Computing Reading Speed

Ashley and I have been going over the District Data Labs Blog trying to figure out a method to make it more accessible both to readers (who are at various levels) and to encourage writers to contribute. To that end, she’s been exploring other blogs to see if we can put multiple forms of content up; long form tutorials (the bulk of what’s there) and shorter idea articles, possibly even as short as the posts I put on my dev journal. One interesting suggestion she had was to mark the reading time of each post, something that the Longreads Blog does. This may help give readers a better sense of the time committment and be able to engage more easily.

So computing the reading time is simple right? Take the number of words in the post divided by the average words per minute reading rate and bam - the number of minutes per post. Also, we’re not going to simply split on space, we know better - so we can use NLTK’s word_tokenize function. Seems like we’re good to go, but what’s the average words per minute reading rate of the average DDL reader?

After a bit of a search, we first found a study published by Reading Plus that charted the normal reading read in words per minute against high school grade level. Unfortunately, this led to the question, what level is our content at? Further searching found an LSAT reading speed calculation formula by Graeme Blake, moderator of the Reddit LSAT forum. We figured our content is probably as complex as the LSAT, and moreover, he gave speeds for slow, average, high average, fast, and rare LSAT students.
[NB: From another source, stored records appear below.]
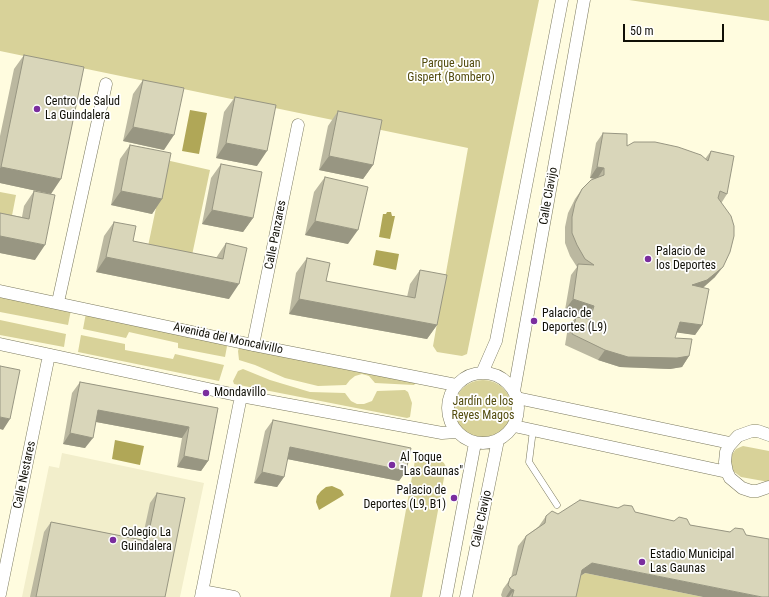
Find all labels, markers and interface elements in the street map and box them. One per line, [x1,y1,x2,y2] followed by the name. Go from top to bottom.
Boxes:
[625,16,726,42] scale bar
[630,24,654,38] text: 50 m
[407,57,495,85] park label: Parque Juan Gispert (Bombero)
[45,95,120,123] place label: Centro de Salud La Guindalera
[32,104,42,114] marker: Centro de Salud La Guindalera
[537,166,561,226] street label: Calle Clavijo
[262,199,290,271] street label: Calle Panzares
[656,245,716,273] place label: Palacio de los Deportes
[643,254,653,264] marker: Palacio de los Deportes
[542,307,607,335] place label: Palacio de Deportes (L9)
[529,316,539,326] marker: Palacio de Deportes (L9)
[172,320,284,358] street label: Avenida del Moncalvillo
[214,386,266,400] place label: Mondavillo
[201,388,211,398] marker: Mondavillo
[452,395,514,423] park label: Jardín de los Reyes Magos
[11,440,39,510] street label: Calle Nestares
[400,451,463,479] place label: Al Toque "Las Gaunas"
[387,460,397,470] marker: Al Toque "Las Gaunas"
[363,484,446,512] place label: Palacio de Deportes (L9, B1)
[469,489,495,549] street label: Calle Clavijo
[449,493,459,503] marker: Palacio de Deportes (L9, B1)
[121,526,172,554] place label: Colegio La Guindalera
[108,535,118,545] marker: Colegio La Guindalera
[650,548,734,576] place label: Estadio Municipal Las Gaunas
[637,557,647,567] marker: Estadio Municipal Las Gaunas

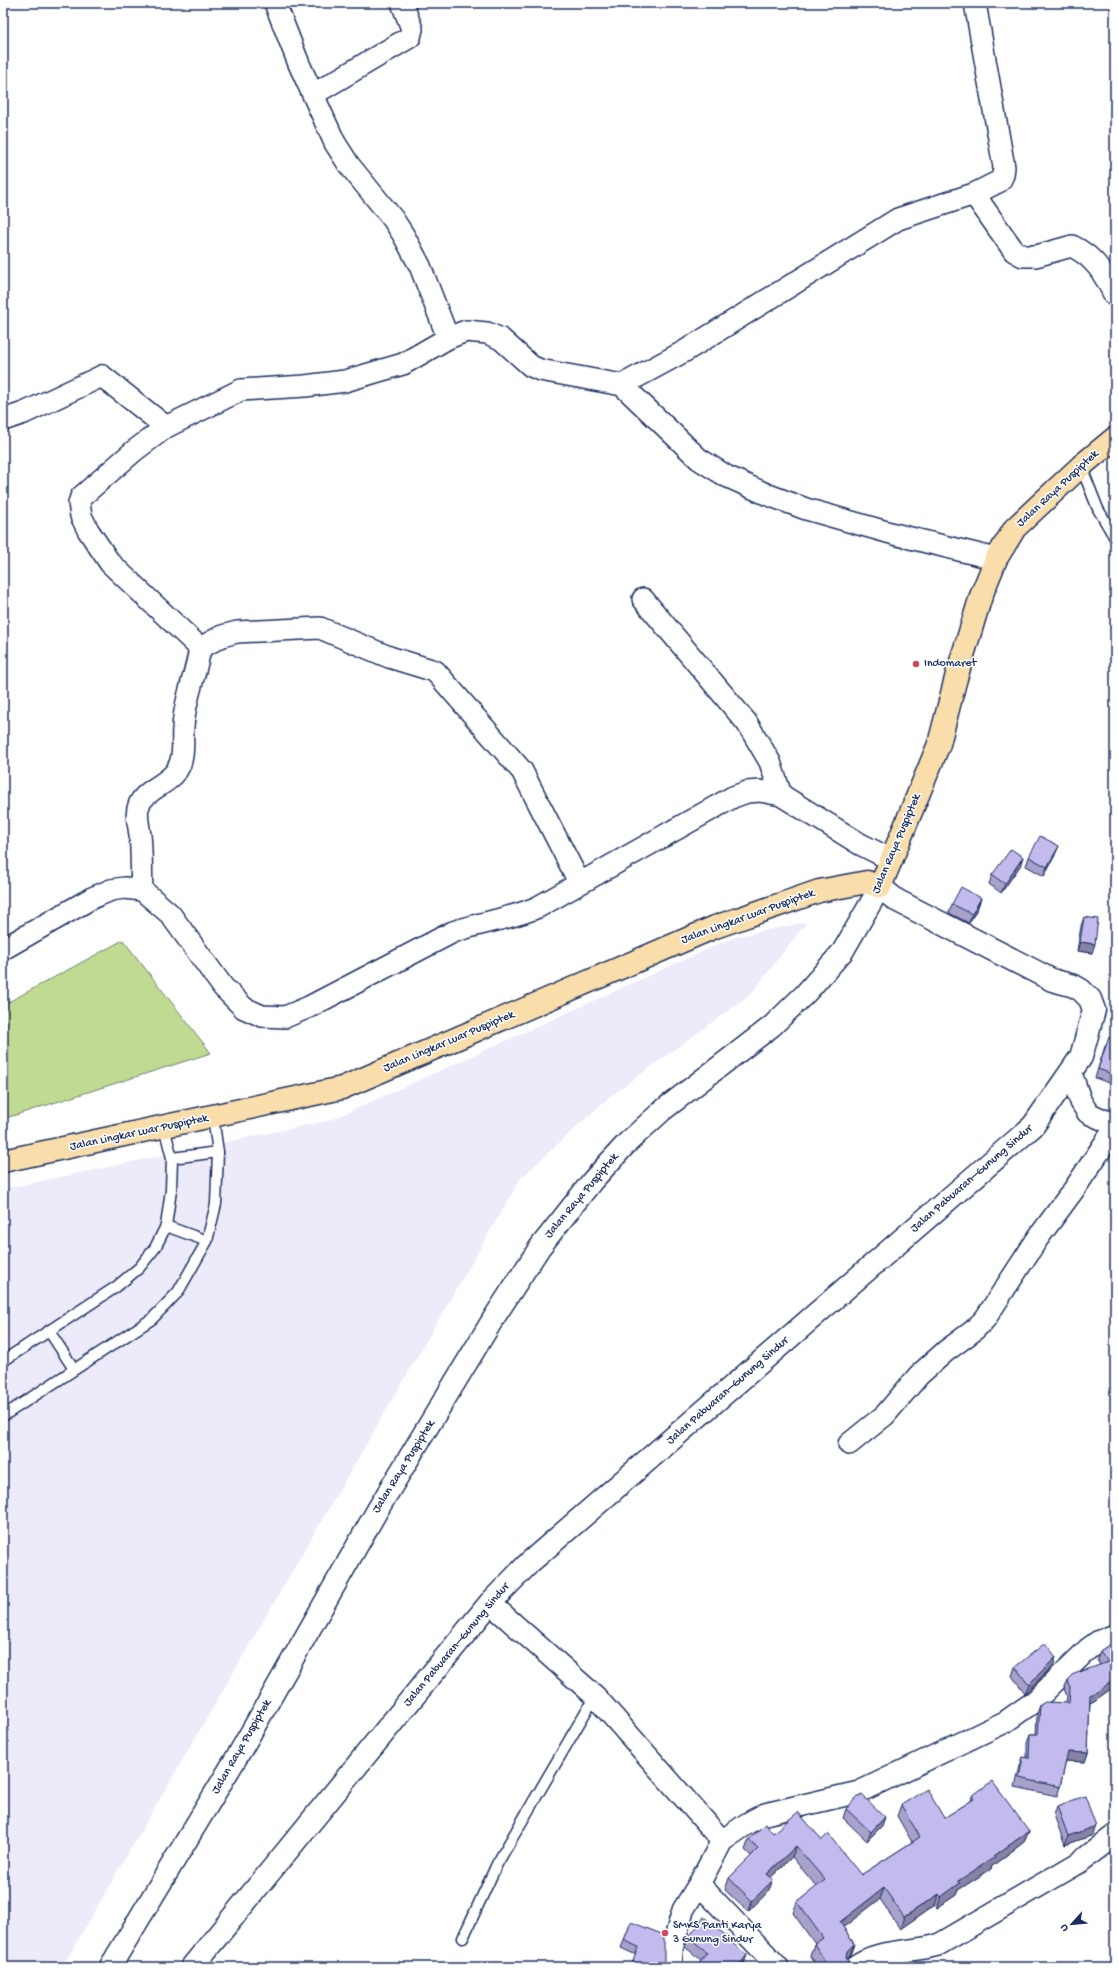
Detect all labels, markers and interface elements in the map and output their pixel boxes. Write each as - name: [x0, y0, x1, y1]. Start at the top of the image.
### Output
- street label: Jalan Raya Puspiptek: [1014, 446, 1103, 531]
- place label: Indomaret: [924, 657, 977, 671]
- marker: Indomaret: [911, 659, 921, 669]
- street label: Jalan Raya Puspiptek: [870, 791, 925, 896]
- street label: Jalan Lingkar Luar Puspiptek: [679, 886, 818, 948]
- street label: Jalan Lingkar Luar Puspiptek: [381, 1007, 518, 1076]
- street label: Jalan Lingkar Luar Puspiptek: [69, 1111, 211, 1154]
- street label: Jalan Pabuaran–Gunung Sindur: [908, 1121, 1037, 1236]
- street label: Jalan Raya Puspiptek: [542, 1149, 623, 1241]
- street label: Jalan Pabuaran–Gunung Sindur: [664, 1333, 793, 1448]
- street label: Jalan Raya Puspiptek: [370, 1417, 439, 1516]
- street label: Jalan Pabuaran–Gunung Sindur: [401, 1579, 514, 1710]
- street label: Jalan Raya Puspiptek: [209, 1696, 276, 1797]
- north arrow: [1052, 1904, 1092, 1944]
- place label: SMKS Panti Karya 3 Gunung Sindur: [672, 1919, 762, 1947]
- text: U: [1058, 1922, 1072, 1933]
- marker: SMKS Panti Karya 3 Gunung Sindur: [660, 1928, 670, 1938]

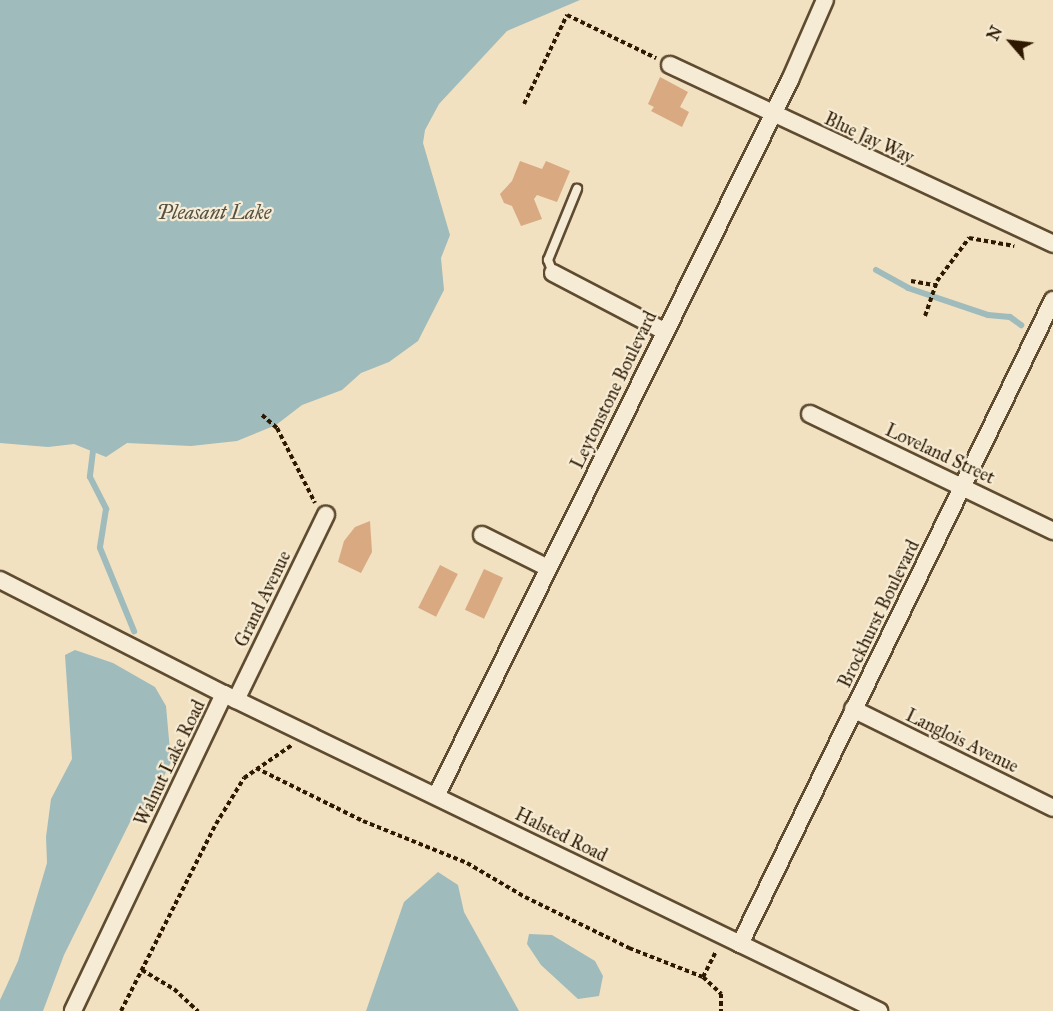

We ran each of these WPM speeds against published articles in the DDL corpus and came up with the following words per minute for each title:

Post	LSAT	Slow	Average	Fast
Announcing the District Data Labs Blog	26 seconds	23 seconds	18 seconds	15 seconds
How to Transition from Excel to R	12 minutes	11 minutes	9 minutes	7 minutes
What Are the Odds?	12 minutes	10 minutes	8 minutes	7 minutes
How to Develop Quality Python Code	28 minutes	25 minutes	20 minutes	17 minutes
Markup for Fast Data Science Publication	16 minutes	14 minutes	11 minutes	9 minutes
The Age of the Data Product	27 minutes	24 minutes	19 minutes	16 minutes
A Practical Guide to Anonymizing Datasets with Python & Faker	19 minutes	17 minutes	14 minutes	11 minutes
Computing a Bayesian Estimate of Star Rating Means	19 minutes	17 minutes	14 minutes	11 minutes
Conditional Probability with R	12 minutes	11 minutes	9 minutes	7 minutes
Creating a Hadoop Pseudo-Distributed Environment	13 minutes	12 minutes	10 minutes	8 minutes
Getting Started with Spark (in Python)	32 minutes	29 minutes	23 minutes	19 minutes
Graph Analytics Over Relational Datasets with Python	11 minutes	10 minutes	8 minutes	7 minutes
An Introduction to Machine Learning with Python	18 minutes	16 minutes	13 minutes	11 minutes
Modern Methods for Sentiment Analysis	12 minutes	11 minutes	9 minutes	7 minutes
Parameter Tuning with Hyperopt	12 minutes	11 minutes	9 minutes	7 minutes
Simple CSV Data Wrangling with Python	18 minutes	16 minutes	13 minutes	11 minutes
Time Maps: Visualizing Discrete Events Across Many Timescales	10 minutes	9 minutes	7 minutes	6 minutes

We’d be happy to have any feedback on if these times look correct or not. The code to produce the table follows:

Of course this is a straight count of words and does not take into account the number of sections or whether or not there are any code blocks. In the future, I hope to do an HTML version of this that takes into account the number of paragraphs, the density of each paragraph and the length of sentences, as well as the frequency of vocabulary words etc. I’ll need to gather feedback for a supervised learning algorithm though to train actual WPM on these features!